# ASSIGNMENT:
Below are entries. Reproduce exactly the lines between the line holding "For a GIS import: Read" and the line holding "Annotation task. Give", inclusive, and only those.

# DATA SUPPLIED:
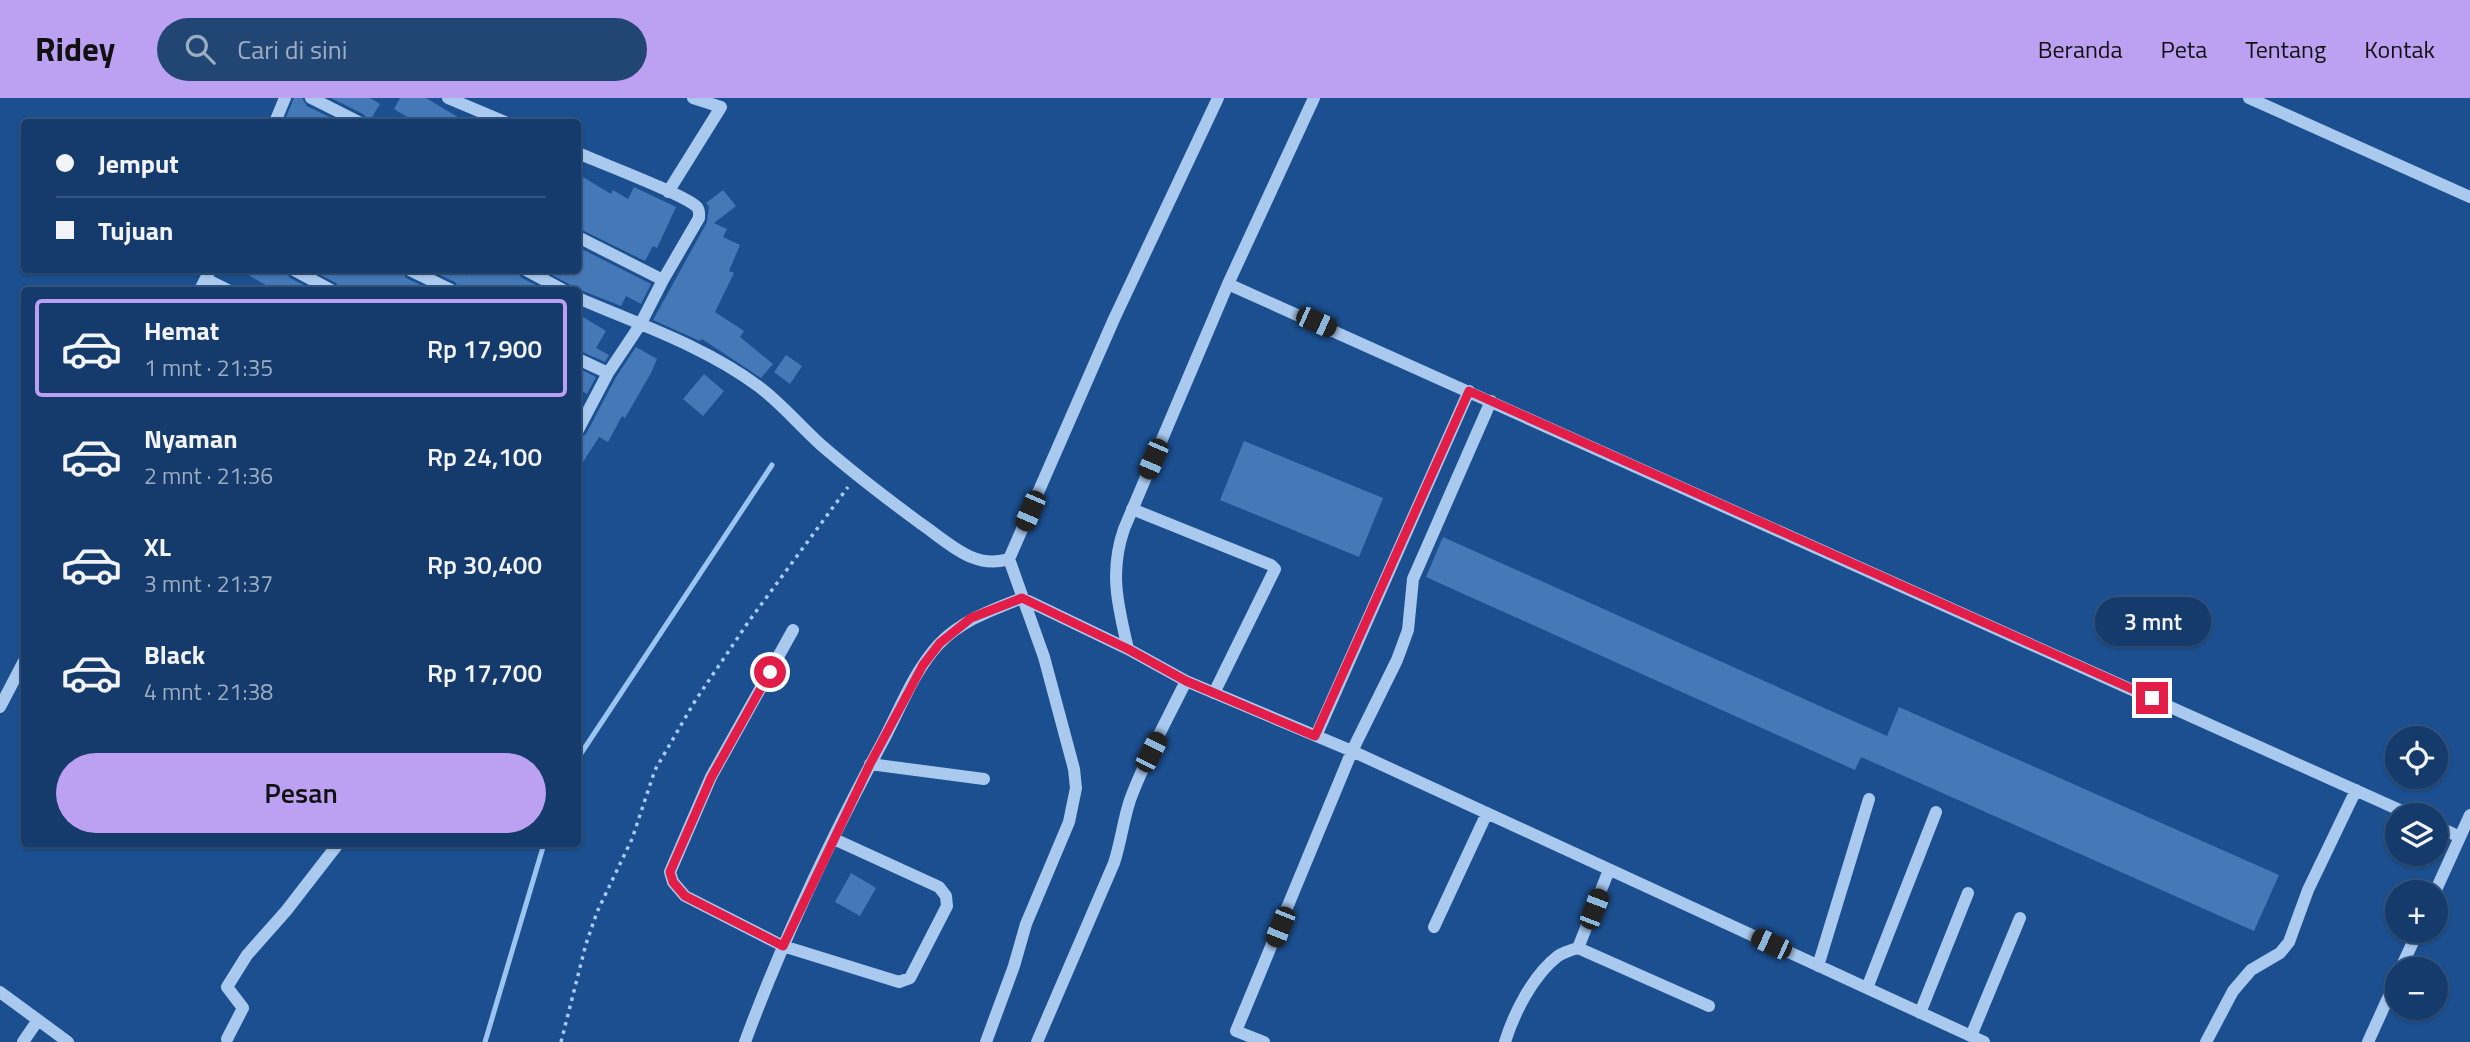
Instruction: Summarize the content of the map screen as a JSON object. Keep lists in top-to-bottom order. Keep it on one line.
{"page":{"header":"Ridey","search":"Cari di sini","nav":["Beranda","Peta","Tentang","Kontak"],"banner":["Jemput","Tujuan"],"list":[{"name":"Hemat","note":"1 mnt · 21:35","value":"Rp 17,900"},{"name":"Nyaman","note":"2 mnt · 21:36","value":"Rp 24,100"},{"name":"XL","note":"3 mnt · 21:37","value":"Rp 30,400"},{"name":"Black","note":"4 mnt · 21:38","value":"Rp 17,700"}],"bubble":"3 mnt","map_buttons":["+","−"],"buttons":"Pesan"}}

---

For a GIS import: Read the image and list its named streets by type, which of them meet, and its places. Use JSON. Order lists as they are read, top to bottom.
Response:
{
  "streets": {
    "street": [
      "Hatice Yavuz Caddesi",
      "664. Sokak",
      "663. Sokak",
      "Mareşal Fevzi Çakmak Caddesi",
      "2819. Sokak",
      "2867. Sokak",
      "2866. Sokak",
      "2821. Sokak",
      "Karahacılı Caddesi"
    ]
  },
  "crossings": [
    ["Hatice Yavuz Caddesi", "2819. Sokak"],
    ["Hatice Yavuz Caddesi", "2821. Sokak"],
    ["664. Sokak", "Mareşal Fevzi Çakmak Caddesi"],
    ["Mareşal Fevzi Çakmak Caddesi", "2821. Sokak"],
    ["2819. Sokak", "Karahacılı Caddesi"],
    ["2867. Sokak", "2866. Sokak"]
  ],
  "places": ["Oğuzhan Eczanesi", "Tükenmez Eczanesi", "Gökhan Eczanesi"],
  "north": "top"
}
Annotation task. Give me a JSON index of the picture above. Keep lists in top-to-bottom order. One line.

# ANSWER BELOW:
For a GIS import: Read the image and list its named streets by type, which of them meet, and its places. Use JSON. Order lists as they are read, top to bottom.
Response:
{
  "streets": {
    "street": [
      "Hatice Yavuz Caddesi",
      "664. Sokak",
      "663. Sokak",
      "Mareşal Fevzi Çakmak Caddesi",
      "2819. Sokak",
      "2867. Sokak",
      "2866. Sokak",
      "2821. Sokak",
      "Karahacılı Caddesi"
    ]
  },
  "crossings": [
    ["Hatice Yavuz Caddesi", "2819. Sokak"],
    ["Hatice Yavuz Caddesi", "2821. Sokak"],
    ["664. Sokak", "Mareşal Fevzi Çakmak Caddesi"],
    ["Mareşal Fevzi Çakmak Caddesi", "2821. Sokak"],
    ["2819. Sokak", "Karahacılı Caddesi"],
    ["2867. Sokak", "2866. Sokak"]
  ],
  "places": ["Oğuzhan Eczanesi", "Tükenmez Eczanesi", "Gökhan Eczanesi"],
  "north": "top"
}
Annotation task. Give me a JSON index of the picture above. Keep lists in top-to-bottom order. One line.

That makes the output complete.